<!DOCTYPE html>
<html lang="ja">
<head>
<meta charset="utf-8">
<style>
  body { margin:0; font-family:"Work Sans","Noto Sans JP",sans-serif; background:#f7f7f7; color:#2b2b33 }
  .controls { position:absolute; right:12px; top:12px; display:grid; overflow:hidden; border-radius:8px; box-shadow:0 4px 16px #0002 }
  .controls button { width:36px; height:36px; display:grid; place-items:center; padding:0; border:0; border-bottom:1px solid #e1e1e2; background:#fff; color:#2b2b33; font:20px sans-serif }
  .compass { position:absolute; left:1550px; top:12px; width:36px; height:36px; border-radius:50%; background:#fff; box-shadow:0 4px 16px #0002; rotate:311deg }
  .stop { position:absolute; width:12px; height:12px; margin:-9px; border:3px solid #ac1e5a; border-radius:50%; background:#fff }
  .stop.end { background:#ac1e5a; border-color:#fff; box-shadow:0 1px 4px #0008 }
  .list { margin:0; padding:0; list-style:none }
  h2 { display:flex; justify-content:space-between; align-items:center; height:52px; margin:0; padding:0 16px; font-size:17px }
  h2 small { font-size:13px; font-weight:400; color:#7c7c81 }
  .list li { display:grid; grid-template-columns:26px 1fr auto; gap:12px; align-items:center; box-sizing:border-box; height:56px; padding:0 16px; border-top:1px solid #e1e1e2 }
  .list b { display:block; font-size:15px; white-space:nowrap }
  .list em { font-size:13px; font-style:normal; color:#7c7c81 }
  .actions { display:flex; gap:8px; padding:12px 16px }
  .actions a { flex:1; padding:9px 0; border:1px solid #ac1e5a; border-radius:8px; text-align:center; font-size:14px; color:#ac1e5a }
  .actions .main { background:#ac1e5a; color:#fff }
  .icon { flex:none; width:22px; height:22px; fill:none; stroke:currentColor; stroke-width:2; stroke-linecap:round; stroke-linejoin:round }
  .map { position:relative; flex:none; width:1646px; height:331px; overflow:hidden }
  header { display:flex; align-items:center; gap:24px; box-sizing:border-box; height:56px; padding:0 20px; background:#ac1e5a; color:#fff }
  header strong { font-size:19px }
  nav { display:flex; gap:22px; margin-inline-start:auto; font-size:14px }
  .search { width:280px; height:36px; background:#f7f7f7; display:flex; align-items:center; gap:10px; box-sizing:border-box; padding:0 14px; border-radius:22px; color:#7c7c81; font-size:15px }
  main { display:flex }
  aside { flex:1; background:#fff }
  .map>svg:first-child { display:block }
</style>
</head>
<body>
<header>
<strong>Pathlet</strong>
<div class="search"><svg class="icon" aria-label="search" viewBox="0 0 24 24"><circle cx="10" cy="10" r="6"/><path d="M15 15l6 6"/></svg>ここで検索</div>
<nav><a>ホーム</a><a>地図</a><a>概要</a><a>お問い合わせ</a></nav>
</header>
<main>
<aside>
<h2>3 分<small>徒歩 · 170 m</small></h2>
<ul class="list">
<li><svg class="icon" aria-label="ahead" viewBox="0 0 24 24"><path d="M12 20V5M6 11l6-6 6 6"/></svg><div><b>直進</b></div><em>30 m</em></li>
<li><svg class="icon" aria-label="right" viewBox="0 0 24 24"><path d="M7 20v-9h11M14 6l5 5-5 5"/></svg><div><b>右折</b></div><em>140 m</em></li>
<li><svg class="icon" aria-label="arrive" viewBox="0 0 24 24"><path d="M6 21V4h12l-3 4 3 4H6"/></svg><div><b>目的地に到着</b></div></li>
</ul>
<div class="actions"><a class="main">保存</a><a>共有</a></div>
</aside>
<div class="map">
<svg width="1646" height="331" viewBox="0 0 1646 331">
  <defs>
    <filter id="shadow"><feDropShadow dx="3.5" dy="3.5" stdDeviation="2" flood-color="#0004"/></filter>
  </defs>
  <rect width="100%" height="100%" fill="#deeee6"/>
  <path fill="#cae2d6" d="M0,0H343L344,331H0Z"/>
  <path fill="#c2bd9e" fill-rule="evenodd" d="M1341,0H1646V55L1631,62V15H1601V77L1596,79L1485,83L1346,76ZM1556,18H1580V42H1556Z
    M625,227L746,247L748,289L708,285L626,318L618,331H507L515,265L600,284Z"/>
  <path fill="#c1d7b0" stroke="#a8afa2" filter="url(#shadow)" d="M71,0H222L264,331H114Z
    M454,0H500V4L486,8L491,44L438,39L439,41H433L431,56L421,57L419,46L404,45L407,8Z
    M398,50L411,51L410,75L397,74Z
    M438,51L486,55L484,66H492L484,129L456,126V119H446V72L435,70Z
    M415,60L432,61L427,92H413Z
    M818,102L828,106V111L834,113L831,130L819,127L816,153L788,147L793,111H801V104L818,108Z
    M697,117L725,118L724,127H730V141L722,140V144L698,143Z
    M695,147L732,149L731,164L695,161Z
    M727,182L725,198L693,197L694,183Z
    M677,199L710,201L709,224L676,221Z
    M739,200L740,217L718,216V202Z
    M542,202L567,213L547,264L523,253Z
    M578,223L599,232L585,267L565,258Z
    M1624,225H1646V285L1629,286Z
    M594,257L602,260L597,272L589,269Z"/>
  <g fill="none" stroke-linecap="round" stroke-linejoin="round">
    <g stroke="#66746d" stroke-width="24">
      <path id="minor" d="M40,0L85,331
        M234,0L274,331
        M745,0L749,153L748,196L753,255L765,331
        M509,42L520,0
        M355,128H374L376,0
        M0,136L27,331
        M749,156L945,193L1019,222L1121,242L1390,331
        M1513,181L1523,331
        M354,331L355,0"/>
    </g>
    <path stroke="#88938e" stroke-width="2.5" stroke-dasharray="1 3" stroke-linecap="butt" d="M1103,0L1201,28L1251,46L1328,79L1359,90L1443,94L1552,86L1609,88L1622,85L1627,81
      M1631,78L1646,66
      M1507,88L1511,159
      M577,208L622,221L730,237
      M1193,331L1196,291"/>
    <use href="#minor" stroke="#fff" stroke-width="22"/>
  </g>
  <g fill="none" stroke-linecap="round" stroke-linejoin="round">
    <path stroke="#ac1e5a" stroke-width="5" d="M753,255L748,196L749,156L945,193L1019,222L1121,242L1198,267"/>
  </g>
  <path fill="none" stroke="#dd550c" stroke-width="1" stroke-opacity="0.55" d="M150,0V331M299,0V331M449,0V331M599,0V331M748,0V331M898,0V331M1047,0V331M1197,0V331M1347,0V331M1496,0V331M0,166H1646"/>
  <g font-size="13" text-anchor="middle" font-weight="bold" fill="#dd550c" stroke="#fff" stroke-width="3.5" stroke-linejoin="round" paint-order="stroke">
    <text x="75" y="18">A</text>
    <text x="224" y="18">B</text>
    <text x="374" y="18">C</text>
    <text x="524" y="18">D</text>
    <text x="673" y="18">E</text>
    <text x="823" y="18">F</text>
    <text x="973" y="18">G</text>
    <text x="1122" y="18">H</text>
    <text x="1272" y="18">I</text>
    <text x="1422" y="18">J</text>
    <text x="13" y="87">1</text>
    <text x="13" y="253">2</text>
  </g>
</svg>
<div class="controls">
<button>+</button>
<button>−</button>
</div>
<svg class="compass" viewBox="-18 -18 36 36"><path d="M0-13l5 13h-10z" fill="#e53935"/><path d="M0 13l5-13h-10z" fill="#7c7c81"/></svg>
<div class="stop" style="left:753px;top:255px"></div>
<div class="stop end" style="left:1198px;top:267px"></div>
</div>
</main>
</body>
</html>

###

TASK TO CARRY OUT => Print, please, the lines from the first line of the material through the line that contains "position:absolute; width:12px; height:12px;", exactly as written and with nothing added.

EXPECTED ANSWER =>
<!DOCTYPE html>
<html lang="ja">
<head>
<meta charset="utf-8">
<style>
  body { margin:0; font-family:"Work Sans","Noto Sans JP",sans-serif; background:#f7f7f7; color:#2b2b33 }
  .controls { position:absolute; right:12px; top:12px; display:grid; overflow:hidden; border-radius:8px; box-shadow:0 4px 16px #0002 }
  .controls button { width:36px; height:36px; display:grid; place-items:center; padding:0; border:0; border-bottom:1px solid #e1e1e2; background:#fff; color:#2b2b33; font:20px sans-serif }
  .compass { position:absolute; left:1550px; top:12px; width:36px; height:36px; border-radius:50%; background:#fff; box-shadow:0 4px 16px #0002; rotate:311deg }
  .stop { position:absolute; width:12px; height:12px; margin:-9px; border:3px solid #ac1e5a; border-radius:50%; background:#fff }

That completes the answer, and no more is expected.